> [What this task involves] Among the records, find the lines that hold the string "linecap" and return them.

[Stored data]

──────

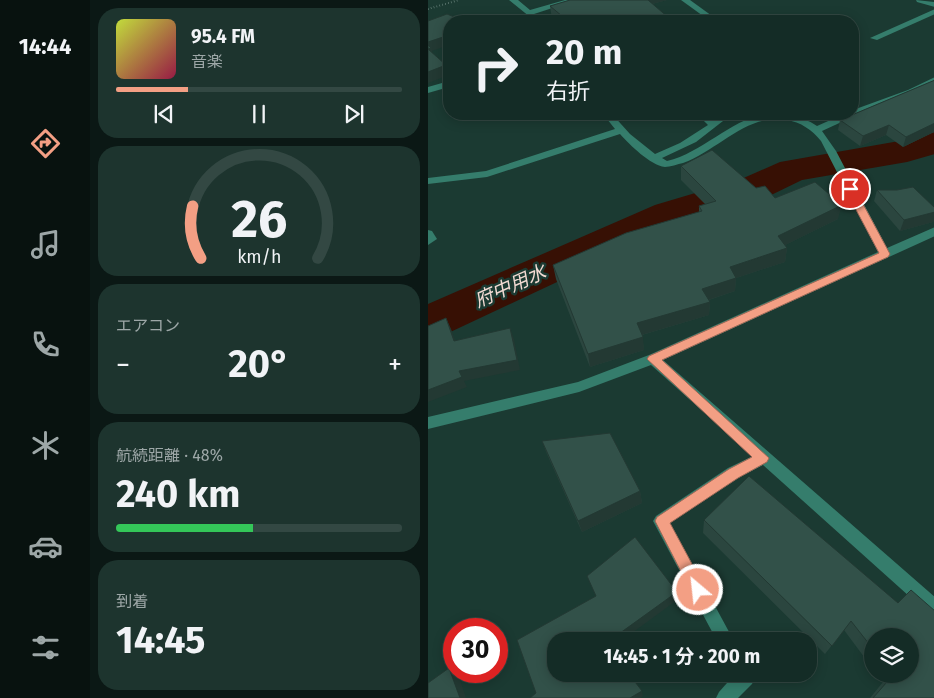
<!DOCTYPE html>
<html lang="ja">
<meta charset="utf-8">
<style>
body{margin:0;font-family:"Fira Sans","Noto Sans JP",sans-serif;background:#1d342e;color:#f1f3f6;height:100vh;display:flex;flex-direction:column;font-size:19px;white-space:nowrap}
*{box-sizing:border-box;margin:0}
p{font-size:16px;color:#9da7a7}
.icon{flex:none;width:28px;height:28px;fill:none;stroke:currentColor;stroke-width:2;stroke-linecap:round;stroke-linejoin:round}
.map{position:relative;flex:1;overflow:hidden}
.panel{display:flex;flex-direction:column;gap:8px;padding:8px;background:#0b1815;width:338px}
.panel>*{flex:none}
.banner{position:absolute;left:15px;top:15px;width:416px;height:105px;border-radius:20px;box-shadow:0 2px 12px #0003,0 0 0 1px #334843;background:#142c26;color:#f1f3f6;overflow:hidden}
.tools{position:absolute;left:436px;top:628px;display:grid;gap:10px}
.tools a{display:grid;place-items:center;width:55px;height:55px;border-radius:50%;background:#142c26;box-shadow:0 2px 12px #0003,0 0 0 1px #334843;font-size:25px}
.speed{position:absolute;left:15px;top:618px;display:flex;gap:10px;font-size:25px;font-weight:700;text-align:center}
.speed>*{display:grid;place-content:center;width:65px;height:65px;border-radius:50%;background:#142c26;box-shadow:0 2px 12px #0003,0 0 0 1px #334843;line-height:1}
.speed .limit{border:8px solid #d22;background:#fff;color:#111}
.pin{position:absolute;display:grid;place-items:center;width:42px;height:42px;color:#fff;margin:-21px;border:2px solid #fff;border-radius:50%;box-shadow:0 1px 5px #0007}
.me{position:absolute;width:55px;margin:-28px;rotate:332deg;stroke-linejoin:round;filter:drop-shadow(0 0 4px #0008)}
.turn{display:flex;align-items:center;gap:18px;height:105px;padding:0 20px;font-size:22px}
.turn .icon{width:65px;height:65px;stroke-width:2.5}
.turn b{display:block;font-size:35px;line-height:42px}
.big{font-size:38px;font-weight:700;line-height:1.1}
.panel .tile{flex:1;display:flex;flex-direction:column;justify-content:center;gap:8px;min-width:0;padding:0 18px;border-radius:20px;background:#1d342e}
.panel .dial{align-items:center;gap:0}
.dial svg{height:130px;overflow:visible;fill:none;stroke:#334843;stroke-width:7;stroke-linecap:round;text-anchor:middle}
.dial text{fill:#f1f3f6;stroke:none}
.song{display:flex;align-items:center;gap:15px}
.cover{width:60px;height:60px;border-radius:8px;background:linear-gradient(135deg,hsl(70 70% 55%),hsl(340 70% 35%))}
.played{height:5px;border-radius:2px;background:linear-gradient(90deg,#f39f84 25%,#334843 25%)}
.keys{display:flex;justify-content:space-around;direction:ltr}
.heat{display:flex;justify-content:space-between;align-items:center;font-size:28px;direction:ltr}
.charge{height:8px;border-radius:4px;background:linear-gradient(90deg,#34c759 48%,#334843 0)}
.trip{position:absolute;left:119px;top:632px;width:270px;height:50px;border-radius:20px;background:#142c26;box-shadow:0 2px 12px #0003,0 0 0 1px #334843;font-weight:700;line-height:50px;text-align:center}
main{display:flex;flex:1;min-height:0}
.tabs{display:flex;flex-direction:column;width:90px;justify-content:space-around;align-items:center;background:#08120f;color:#9da7a7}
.tabs .icon{width:35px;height:35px}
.tabs .current{color:#f39f84}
.tabs b{font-size:22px;color:#f1f3f6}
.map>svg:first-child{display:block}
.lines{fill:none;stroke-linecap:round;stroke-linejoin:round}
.river{fill:#371004;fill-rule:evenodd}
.path{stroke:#829a93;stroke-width:2;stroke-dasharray:0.5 2.5;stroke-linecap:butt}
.minor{fill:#357d6c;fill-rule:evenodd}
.wall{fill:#2b463f}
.shaded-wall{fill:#233933}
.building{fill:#325149;stroke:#233933}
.route{fill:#f39f84;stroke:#9e6756}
.labels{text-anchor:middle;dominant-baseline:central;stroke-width:5;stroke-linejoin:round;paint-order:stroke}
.water-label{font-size:19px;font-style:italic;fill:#f3dbd3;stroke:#1b3a32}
</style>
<main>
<nav class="tabs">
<b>14:44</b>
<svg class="icon current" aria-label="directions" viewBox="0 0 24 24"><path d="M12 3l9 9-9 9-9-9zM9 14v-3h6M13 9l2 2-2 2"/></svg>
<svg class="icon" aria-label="music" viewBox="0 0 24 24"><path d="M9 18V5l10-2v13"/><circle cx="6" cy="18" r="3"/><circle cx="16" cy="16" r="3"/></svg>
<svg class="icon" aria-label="phone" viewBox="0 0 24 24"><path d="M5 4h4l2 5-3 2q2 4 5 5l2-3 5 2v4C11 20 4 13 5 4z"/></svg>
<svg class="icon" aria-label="climate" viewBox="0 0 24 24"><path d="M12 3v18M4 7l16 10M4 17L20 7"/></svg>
<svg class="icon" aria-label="car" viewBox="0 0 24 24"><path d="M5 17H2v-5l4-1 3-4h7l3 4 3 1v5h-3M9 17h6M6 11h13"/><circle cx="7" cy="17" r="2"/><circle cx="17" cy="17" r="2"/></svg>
<svg class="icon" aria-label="filters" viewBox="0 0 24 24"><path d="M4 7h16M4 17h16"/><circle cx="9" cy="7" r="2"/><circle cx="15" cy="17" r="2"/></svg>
</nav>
<section class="panel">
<div class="tile">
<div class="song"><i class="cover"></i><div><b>95.4 FM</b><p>音楽</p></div></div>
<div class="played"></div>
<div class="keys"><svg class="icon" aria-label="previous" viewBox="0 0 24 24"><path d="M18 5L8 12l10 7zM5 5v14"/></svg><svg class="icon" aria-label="pause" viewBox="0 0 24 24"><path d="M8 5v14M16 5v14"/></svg><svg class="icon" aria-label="next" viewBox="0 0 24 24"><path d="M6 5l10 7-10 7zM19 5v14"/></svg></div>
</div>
<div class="tile dial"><svg viewBox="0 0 100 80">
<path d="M14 69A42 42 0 1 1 86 69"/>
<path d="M14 69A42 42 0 0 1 9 37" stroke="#f39f84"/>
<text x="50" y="56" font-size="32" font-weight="700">26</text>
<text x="50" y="72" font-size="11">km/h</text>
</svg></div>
<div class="tile"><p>エアコン</p>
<div class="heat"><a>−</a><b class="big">20°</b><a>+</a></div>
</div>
<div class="tile"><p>航続距離 · 48%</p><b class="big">240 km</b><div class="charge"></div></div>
<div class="tile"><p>到着</p><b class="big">14:45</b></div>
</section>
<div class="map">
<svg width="507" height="698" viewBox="0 0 507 698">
<rect width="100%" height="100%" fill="#1b3a32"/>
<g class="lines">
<path class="river" d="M507 132V154L479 162 374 180 337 198 255 223 16 335 0 340V304L227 205 311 180 352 162 477 140Z"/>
<path class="path" d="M0 9 31 0"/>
<g class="minor">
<path d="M81 0H90L102 10 137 0H149L106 14 115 21H107Z"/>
<path d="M253 0H262L291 21H282Z"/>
<path d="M488 0 507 2V7L489 2Z"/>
<path d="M507 9V14L449 40 442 38Z"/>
<path d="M507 77V83L486 94 446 107 394 131 408 151 459 248 507 227V236L235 360 507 597V616L501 614 335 465 310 478 242 523 306 641H289L225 521 228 516 300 468 325 456 223 365 151 392 0 429V417L150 382 221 355 450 252 393 141C384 130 373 122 358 120 318 113 291 150 255 163 250 164 242 167 237 167 222 165 202 145 192 134L59 177 0 184V178L58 171 187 129 175 114H184L202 134 227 154 252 143 280 125 269 114H278L286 121 295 114H304L268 142 234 158 239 161C282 151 313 105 360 115 370 117 381 120 389 126L416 114H425V110L480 90Z"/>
<path d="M21 81V87L0 93V87Z"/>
<path d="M0 230 4 231 9 239 0 245Z"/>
<path d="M307 674H325L327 678 324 684 310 698H288L291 692Z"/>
</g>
</g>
<g class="wall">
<path d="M142 0H239L224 4 241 21H127L124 19 122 6Z"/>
<path d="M507 80V133L506 132 475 147 458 135 432 146 410 130 412 120Z"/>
<path d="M253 166 328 188 347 198 410 219 357 245 359 248 357 262 308 278 307 291 281 300 282 302 281 315 214 335 216 350 162 367 128 279 125 265 271 212V206L277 204 253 180Z"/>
<path d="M449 190H469L507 212V218L505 222 472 231 446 201Z"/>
<path d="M114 441 212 491 214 503 154 532 119 454Z"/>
<path d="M321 476 507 698H442L455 682 449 674H482L445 636V669L416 630 397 654 275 533 276 520Z"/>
</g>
<g class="shaded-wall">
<path d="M213 0H239L213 7Z"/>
<path d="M241 18V21H229Z"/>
<path d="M21 35V45L4 51 6 58 0 50V42Z"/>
<path d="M18 65 21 75 0 83V72Z"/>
<path d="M507 123 506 132 475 147 478 137Z"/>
<path d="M461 125 458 135 432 146 435 136Z"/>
<path d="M414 205 410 219 347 250 350 236Z"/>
<path d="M507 212V218L505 222 472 231 476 220Z"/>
<path d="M359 248 357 262 308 278 307 291 274 302V289L302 267Z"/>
<path d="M282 302 281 315 210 336 209 323Z"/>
<path d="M18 318 23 329 31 351 26 341Z"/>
<path d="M82 328 86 339 92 370 36 381 39 387 0 402V390L31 371Z"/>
<path d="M215 337 216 350 162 367 160 354Z"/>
<path d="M212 491 214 503 154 532 150 521Z"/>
<path d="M249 592V600L193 641H181Z"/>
<path d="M21 668 30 674 38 698H32Z"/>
<path d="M214 691 215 696 213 698H202Z"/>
</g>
<g class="building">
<path d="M142 0H220L241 18 229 21H140L122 6Z"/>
<path d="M19 14 36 21H21V35L0 42V21Z"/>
<path d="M0 45 3 48 0 49 18 65 0 72Z"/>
<path d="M507 80V123L478 137 461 125 435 136 412 120Z"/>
<path d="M284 150 328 188 337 186 347 198 387 182 414 205 350 236 359 248 302 267 308 278 274 289 282 302 209 323 215 337 160 354 125 265 198 233 274 211 271 206 288 201 253 166Z"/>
<path d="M485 187 507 208V212L476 220 449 190H469Z"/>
<path d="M18 318 26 341 82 328 89 360 31 371 34 377 0 390V326Z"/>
<path d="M182 433 212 491 150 521 114 441Z"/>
<path d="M321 476 470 603 483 590 507 611V698H445L465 675 464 674H482V636H445V649L423 621 404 646 276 520Z"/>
<path d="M207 537 249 592 181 641H128V674H201L214 691 202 698H102L108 693 89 640 168 596 159 576Z"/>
<path d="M21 668 32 698H0V683Z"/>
</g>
<path class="route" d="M422 186 427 189 462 254 460 257 234 360 341 458 339 462 310 478 242 523 278 590 276 595 270 597 265 595 227 521 229 517 301 469 324 457 219 359 221 356 451 253 417 189Z"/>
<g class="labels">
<g class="water-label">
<text transform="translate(82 286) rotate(-24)">府中用水</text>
</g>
</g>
</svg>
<div class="tools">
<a><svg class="icon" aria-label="layers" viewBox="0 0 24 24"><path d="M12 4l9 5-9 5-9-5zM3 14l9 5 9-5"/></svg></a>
</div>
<div class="speed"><div class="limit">30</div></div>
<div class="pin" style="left:422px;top:189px;background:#d93025"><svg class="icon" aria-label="arrive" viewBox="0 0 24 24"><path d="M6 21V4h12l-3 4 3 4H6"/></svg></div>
<svg class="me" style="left:270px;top:590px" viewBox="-20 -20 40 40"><circle r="17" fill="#f39f84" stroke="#fff" stroke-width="3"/><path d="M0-11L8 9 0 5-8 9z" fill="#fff"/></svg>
<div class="trip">14:45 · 1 分 · 200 m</div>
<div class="banner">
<div class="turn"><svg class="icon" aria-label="right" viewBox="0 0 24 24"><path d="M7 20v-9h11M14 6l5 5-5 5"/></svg><div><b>20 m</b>右折</div></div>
</div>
</div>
</main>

──────

> [Written answer]
.icon{flex:none;width:28px;height:28px;fill:none;stroke:currentColor;stroke-width:2;stroke-linecap:round;stroke-linejoin:round}
.dial svg{height:130px;overflow:visible;fill:none;stroke:#334843;stroke-width:7;stroke-linecap:round;text-anchor:middle}
.lines{fill:none;stroke-linecap:round;stroke-linejoin:round}
.path{stroke:#829a93;stroke-width:2;stroke-dasharray:0.5 2.5;stroke-linecap:butt}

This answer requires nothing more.